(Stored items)
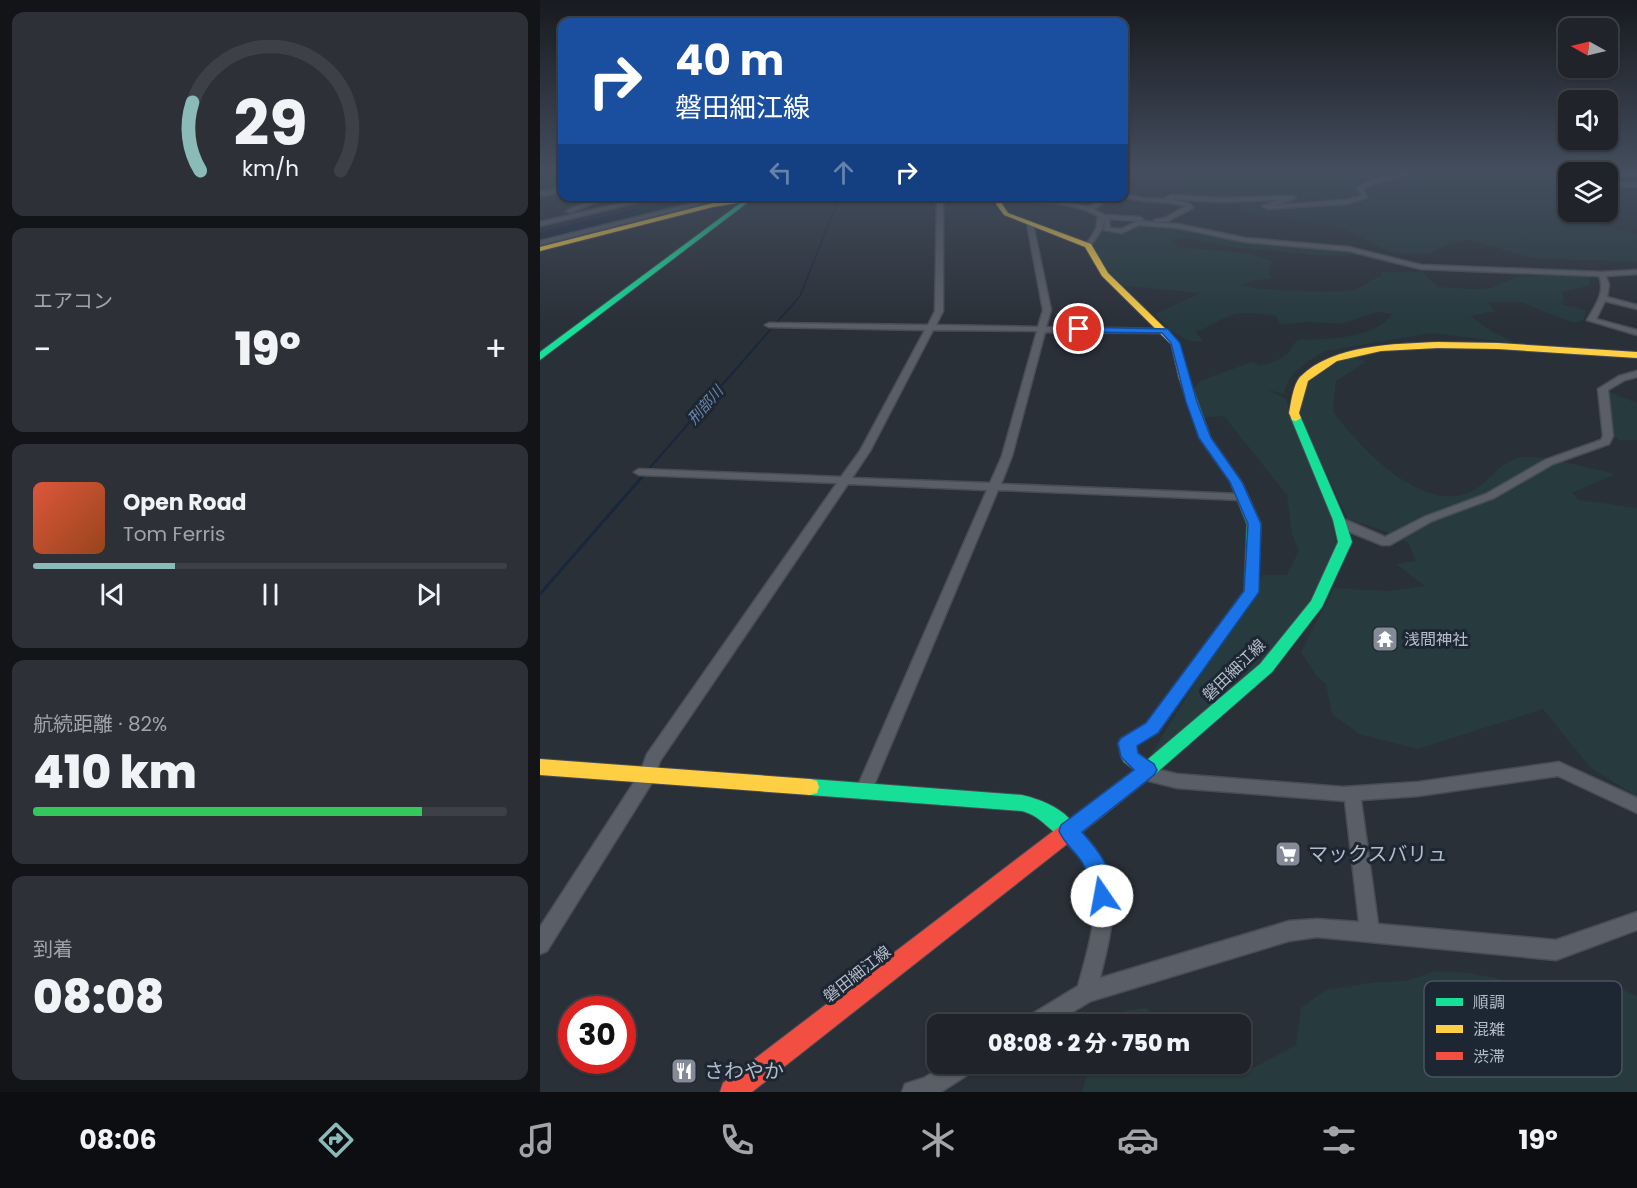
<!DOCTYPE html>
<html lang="ja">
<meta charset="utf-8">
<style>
:root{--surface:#20242a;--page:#2d3036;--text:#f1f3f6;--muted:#a2a4a8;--line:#3d4147;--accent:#8bbbb9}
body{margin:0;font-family:Poppins,"Noto Sans JP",sans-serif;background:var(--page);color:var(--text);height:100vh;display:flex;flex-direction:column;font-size:22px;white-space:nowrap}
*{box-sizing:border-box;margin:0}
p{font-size:20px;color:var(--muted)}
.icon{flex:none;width:33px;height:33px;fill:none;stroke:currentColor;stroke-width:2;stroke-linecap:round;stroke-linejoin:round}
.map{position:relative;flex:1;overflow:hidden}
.drawer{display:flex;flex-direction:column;gap:12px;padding:12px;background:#121417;width:540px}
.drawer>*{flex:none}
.banner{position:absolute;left:18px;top:18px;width:570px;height:183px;border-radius:12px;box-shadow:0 2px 4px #0004,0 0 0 2px var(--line);background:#1a4fa0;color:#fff;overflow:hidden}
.needle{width:39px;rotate:278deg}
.buttons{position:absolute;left:1018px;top:18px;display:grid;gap:12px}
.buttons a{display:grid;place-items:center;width:60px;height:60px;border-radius:12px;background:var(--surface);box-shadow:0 2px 4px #0004,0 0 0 2px var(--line);font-size:30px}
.speed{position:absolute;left:18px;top:996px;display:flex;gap:12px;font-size:30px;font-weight:700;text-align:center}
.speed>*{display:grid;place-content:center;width:78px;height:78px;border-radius:50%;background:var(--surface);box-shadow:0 2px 4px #0004,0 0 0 2px var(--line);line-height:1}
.speed .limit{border:9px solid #d22;background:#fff;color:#111}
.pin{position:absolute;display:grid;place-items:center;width:51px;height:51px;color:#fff;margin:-26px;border:3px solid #fff;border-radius:50%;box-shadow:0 2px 6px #0007}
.me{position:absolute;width:66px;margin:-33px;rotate:348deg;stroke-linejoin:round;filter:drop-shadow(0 0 4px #0008)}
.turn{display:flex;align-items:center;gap:21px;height:126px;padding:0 18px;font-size:27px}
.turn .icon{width:78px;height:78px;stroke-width:2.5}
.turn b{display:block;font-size:42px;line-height:51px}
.lanes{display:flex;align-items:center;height:57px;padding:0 18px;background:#0003;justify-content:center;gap:30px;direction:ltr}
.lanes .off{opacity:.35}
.big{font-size:45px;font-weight:800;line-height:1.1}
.drawer .widget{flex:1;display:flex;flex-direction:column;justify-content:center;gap:9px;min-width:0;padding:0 21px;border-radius:12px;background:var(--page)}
.drawer .dial{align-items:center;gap:0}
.dial svg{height:156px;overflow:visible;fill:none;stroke:var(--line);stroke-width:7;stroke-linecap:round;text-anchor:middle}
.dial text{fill:var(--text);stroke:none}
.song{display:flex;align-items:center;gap:18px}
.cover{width:72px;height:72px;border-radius:9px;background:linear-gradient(135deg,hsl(10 70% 55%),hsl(20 70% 35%))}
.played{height:6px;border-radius:3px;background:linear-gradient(90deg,var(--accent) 30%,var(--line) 30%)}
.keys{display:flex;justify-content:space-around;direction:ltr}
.heat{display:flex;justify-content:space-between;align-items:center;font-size:33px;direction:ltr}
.charge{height:9px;border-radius:4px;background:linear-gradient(90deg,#34c759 82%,var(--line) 0)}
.trip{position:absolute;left:387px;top:1014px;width:324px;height:60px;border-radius:12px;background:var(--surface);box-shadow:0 2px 4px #0004,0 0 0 2px var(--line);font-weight:800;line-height:60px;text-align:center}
.menu{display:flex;height:96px;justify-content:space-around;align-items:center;background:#0d0e11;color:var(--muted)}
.menu .icon{width:42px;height:42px}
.menu .selected{color:var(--accent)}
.menu b{font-size:27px;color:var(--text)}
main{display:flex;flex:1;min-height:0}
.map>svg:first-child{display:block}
.green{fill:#273a3e}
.water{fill:#19273c}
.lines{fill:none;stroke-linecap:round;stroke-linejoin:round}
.stream-far2{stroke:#19273c;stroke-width:1.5}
.stream-far1{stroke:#19273c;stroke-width:2}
.stream{stroke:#19273c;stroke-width:3}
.river{fill:#19273c;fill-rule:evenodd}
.street-casing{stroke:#484c55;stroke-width:3}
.fast-casing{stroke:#484c55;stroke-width:2}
.slow-casing{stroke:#484c55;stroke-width:2}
.jam-casing{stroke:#484c55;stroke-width:2}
.street{fill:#5a5e66;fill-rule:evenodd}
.fast{fill:#16e098;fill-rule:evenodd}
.slow{fill:#ffcf43;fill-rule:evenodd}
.jam{fill:#f24e42;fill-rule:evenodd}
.route{fill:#1a73e8;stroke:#114b97;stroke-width:1.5}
.labels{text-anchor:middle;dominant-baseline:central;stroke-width:6;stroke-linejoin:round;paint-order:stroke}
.far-water-label{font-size:15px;font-style:italic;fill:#6d86a8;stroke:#1d2633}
.poi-label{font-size:16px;fill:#b4bcc9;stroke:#1d2633;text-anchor:start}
.street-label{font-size:16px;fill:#b4bcc9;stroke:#1d2633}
.near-poi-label{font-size:20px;fill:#b4bcc9;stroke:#1d2633;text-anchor:start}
.key{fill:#1d2633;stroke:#4a5360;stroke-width:1.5}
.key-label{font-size:16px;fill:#b4bcc9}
</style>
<main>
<section class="drawer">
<div class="widget dial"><svg viewBox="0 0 100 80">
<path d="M14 69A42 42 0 1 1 86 69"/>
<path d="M14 69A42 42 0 0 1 10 34" stroke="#8bbbb9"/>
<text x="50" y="56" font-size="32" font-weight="700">29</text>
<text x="50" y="72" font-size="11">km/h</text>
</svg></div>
<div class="widget"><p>エアコン</p>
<div class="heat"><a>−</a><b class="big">19°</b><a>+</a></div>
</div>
<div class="widget">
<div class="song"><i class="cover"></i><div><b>Open Road</b><p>Tom Ferris</p></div></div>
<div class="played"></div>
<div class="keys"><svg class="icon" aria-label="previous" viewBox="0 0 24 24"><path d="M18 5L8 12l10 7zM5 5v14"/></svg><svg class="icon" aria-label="pause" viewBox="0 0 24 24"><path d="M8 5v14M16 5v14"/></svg><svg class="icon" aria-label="next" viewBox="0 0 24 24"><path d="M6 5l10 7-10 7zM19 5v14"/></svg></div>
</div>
<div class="widget"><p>航続距離 · 82%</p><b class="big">410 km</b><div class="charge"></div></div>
<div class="widget"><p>到着</p><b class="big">08:08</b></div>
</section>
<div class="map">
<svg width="1097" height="1092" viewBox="0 0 1097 1092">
<rect width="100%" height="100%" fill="#2a3038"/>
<path class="green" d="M0 170H22V188L0 193Z
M642 170H857L837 173 826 178 859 189 876 178H888L902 170H1042L1045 172 1018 171 1012 176 1029 181V212H1040L1031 217 1097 234V262L991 258 930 240 908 244 889 254 850 252 796 225 711 214 698 208 706 202 636 194 639 188 650 179 627 177Z
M586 225 629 226 693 241H741L803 247 888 265 885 267 849 264 815 255 788 256 701 248 643 238 632 241 637 244 636 247 709 253 732 261 729 274 732 279 715 280 702 285C714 291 801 293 814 290 824 287 832 278 843 275L841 272H882L898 287 936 289 951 288 977 277 1027 274 1051 277 1048 286 1022 292 1024 299 1021 304 1046 310 1044 320 1033 323 980 302H947L955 311 930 316 953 332 975 343 891 333 786 351C769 359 746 375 744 394L728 390 746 399 756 433 790 512 799 556 731 661 609 757 723 575H747L759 551 752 534 747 495 684 416 658 418 652 390 660 381 712 362 720 366C729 363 743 360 749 352 753 346 752 344 759 340 787 339 835 339 852 314L837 312 801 324 768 322 740 325 736 316C719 313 701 310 685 318 672 324 670 327 655 331L663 341C641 344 629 328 615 314L661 293 583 286 570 275 550 245 564 228Z
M805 357 827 361 796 381 793 411C818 446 881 514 930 492 948 484 957 465 977 458 993 452 1056 470 1075 474L1032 493 1039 500 1097 508V797L1050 767 1003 709 878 749 819 734 792 714 786 684 776 675 761 652 794 588 849 591 885 586 856 564 876 561 868 542 845 531 808 519 765 428 759 405 765 384Z
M1069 392 1097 403V440H1079L1072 435Z
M896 971 928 973 1036 993 1066 982 1097 996V1092H542L550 1064H634L664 1075 715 1067 756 1045 761 1008 786 990 836 982 866 981Z
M606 1008 623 1024H572L583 1011Z"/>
<path class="water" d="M143 197H153L148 198V200L179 197 0 240V232Z"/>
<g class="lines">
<path class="stream-far2" d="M216 346 260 296 300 196"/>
<path class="stream-far1" d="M107 471 217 345"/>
<path class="stream" d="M0 594 108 470"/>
<path class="river" d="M144 196H160L126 207 122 204Z"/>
<g class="street-casing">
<path id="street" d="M608 170H617L584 179V177Z
M878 170H888L831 184 823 189 827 198 806 204 728 209 722 206 740 200 679 202 632 199 650 204 653 208 628 221 617 222 614 220 625 218 646 206C625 200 602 204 582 196L584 194 604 198 623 199 631 195 679 198 753 196 756 198 736 205 806 200 822 196 817 188 827 182Z
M1042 170H1049L1051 172H1045Z
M1068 172H1097V176H1068Z
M1068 181 1097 183V187L1068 185Z
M22 188V192L0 196V192Z
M63 196H72L31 212 26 211Z
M112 196H124L0 226V222Z
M182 196H193L0 245V241Z
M407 196H414L403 203V311L396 325 498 327 503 310 487 224 490 222 493 224 511 310 506 327 624 329 628 331 624 333 505 332 472 456 461 484 701 494 707 497 701 500 458 490 332 790 330 795 324 797 318 795 316 790 447 490 308 484 120 761 113 781 7 951 0 954V927L100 773 107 754 297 483 99 475 94 472 99 469 301 477 320 451 385 330 229 327 225 325 229 323 388 325 395 311 397 202ZM393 330 497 331 462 456 450 483 312 478 330 451Z
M568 196H575L554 209 564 215 600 217 603 219 600 221 569 219 570 228 581 229 598 221 638 224 705 238 809 247 881 265 1061 272 1097 270V274L1066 276 1069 285 1067 297 1097 305V309L1065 301 1056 319 1097 330V335L1047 320C1055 306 1066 292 1059 276L881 269 809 251 705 242 638 228 599 225 582 233 564 230 565 219 562 229 550 247 548 248 545 246 556 229 558 216C529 200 493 202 461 202L458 200 461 198 513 200 548 207Z
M1097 371V377L1085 380 1068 390 1073 436 1069 444 1013 464 954 498 892 521 850 545H842L805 530 793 520 799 517 845 537 884 517 946 494 1005 460 1061 440 1063 436 1058 389 1079 376Z
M1019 762 1097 798V813L1018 776 878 796 821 800 838 924 1016 940 1097 912V930L1016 960 777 937 749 941 551 1001 512 1024H484L487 1017 538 986C546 957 564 900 550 872 542 856 526 846 519 831L522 826 528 823C537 826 542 834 549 841 585 882 572 929 560 978L749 921 777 919 819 922 805 801 637 788 609 781 600 770 602 765 608 763 620 770 637 774 803 787 878 782Z
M406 1064H435L432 1072 401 1092H362L365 1084 384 1078Z"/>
</g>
<g class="fast-casing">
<path id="fast" d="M729 170H794L791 172Z
M461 198 463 201 369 202 366 200 369 198Z
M206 199 211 200 0 360V352Z
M644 375 649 378 671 438 702 482 721 524 718 592 618 733 596 746 598 753 607 760 720 664 771 601 798 542 793 520 751 418 752 416H760L761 418 805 520 812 542 782 607 732 672 614 775 559 819 552 821 545 819 543 813 545 807 594 770 584 762 581 757 578 743 581 738 606 723 704 591 707 524 690 482 659 438 639 378Z
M270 779 482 795C503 800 528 810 538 831L535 837 528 840C509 833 504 817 482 811L270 795 263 793 261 787 263 781Z"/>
</g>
<g class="slow-casing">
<path id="slow" d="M461 196H467L462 204 468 213 551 244 568 273 638 341 649 378 648 380H640L639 378 631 344 562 276 545 247 464 215 456 204Z
M204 198H369L372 200 369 202H204L173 207 0 251V247L173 203Z
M898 342 958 343 1097 352V358L958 349 898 348 841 351 797 361 768 381 759 413 761 418 756 421 752 420 749 413C751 403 753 385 760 377 793 344 855 344 898 342Z
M0 759 270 779 277 781 279 787 277 793 270 795 0 775Z"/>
</g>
<g class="jam-casing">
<path id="jam" d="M552 805 559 807 561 813 559 819 212 1092H180L183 1083 545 807Z"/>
</g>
<use href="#street" class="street"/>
<use href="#fast" class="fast"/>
<use href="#slow" class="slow"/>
<use href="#jam" class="jam"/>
</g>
<linearGradient id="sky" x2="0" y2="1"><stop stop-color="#171a1f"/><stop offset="0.53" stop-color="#444e5e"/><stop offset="1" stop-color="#444e5e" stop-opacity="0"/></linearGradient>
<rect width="1097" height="323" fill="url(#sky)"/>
<path class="route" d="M536 327 628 329 640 343 657 402 671 438 702 482 721 524 719 592 618 733 597 746 598 753 614 764 617 770 614 775 542 832C559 851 580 877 569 903L562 906 554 903C548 889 553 879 542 862 535 851 524 843 519 831L521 825 594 770 581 757 578 743 581 738 606 723 704 591 708 524 690 482 659 438 646 402 631 343 622 333 539 332 536 331Z"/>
<defs>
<g id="temple-square" transform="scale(1.35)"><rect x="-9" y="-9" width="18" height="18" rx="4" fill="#848b96" stroke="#1d2633"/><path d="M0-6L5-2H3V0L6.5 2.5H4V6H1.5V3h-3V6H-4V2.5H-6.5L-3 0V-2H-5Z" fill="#fff"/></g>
<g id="supermarket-square" transform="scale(1.35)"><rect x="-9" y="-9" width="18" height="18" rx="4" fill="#848b96" stroke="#1d2633"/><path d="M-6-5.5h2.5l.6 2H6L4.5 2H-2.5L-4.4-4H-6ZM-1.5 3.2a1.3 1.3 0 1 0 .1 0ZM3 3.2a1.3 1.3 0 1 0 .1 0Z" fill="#fff"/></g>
<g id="restaurant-square" transform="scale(1.35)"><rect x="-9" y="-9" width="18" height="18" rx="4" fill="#848b96" stroke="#1d2633"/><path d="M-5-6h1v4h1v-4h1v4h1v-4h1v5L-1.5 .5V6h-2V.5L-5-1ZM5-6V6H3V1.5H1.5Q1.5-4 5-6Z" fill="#fff"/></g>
</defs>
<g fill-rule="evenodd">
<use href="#temple-square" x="845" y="639"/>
<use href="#supermarket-square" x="748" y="854"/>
<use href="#restaurant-square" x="144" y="1071"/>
</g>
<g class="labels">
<g class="far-water-label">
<text transform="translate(165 405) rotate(-49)">刑部川</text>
</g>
<g class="poi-label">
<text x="864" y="639">浅間神社</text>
</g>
<g class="street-label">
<text transform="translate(694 670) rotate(-44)">磐田細江線</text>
<text transform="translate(317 974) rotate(-38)">磐田細江線</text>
</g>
<g class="near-poi-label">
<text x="768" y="854">マックスバリュ</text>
<text x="164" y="1071">さわやか</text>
</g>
</g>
<rect x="884" y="981" width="198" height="96" rx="9" class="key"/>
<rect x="896" y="998" width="27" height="8" fill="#16e098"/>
<rect x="896" y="1025" width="27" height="8" fill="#ffcf43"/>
<rect x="896" y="1052" width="27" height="8" fill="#f24e42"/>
<g class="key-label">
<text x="933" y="1008">順調</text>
<text x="933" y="1035">混雑</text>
<text x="933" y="1062">渋滞</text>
</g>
</svg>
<div class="buttons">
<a><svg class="needle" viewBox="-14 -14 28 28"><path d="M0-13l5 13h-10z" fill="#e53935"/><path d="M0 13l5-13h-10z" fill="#a2a4a8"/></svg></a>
<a><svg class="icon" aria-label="sound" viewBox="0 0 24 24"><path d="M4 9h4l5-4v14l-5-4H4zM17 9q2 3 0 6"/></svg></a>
<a><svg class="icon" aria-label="layers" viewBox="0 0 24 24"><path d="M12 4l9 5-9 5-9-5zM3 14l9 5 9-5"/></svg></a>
</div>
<div class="speed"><div class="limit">30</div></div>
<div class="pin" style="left:539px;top:329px;background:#d93025"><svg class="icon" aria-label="arrive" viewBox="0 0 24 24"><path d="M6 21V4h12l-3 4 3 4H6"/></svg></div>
<svg class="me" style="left:562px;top:896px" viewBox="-20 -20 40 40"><circle r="19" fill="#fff"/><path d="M0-13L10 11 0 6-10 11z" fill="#1a73e8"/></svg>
<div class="trip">08:08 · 2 分 · 750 m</div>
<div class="banner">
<div class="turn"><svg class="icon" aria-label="right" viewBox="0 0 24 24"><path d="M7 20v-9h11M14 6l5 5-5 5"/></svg><div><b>40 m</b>磐田細江線</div></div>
<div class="lanes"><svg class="icon off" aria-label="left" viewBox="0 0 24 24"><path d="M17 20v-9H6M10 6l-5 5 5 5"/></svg><svg class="icon off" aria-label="ahead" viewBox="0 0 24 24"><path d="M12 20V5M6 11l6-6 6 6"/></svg><svg class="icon" aria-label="right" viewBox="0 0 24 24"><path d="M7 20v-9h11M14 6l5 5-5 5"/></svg></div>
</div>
</div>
</main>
<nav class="menu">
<b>08:06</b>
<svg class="icon selected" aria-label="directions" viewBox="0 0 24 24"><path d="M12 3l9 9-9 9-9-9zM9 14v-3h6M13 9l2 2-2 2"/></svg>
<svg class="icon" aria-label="music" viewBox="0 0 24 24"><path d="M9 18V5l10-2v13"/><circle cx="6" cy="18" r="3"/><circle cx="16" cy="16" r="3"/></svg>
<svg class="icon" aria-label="phone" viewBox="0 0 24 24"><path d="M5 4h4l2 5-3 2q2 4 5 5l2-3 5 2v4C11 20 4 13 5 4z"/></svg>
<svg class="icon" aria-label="climate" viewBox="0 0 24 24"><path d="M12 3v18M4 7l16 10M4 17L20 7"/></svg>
<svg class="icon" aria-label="car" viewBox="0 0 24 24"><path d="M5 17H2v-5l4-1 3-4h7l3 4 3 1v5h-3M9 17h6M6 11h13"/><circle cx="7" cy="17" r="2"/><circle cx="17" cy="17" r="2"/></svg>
<svg class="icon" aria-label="filters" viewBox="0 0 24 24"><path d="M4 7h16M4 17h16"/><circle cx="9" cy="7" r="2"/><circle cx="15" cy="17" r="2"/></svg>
<b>19°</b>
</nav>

- YOUR INSTRUCTIONS
Return all lines of the data in which the string "limit" appears.

- SOLVED EXERCISE
.speed .limit{border:9px solid #d22;background:#fff;color:#111}
<div class="speed"><div class="limit">30</div></div>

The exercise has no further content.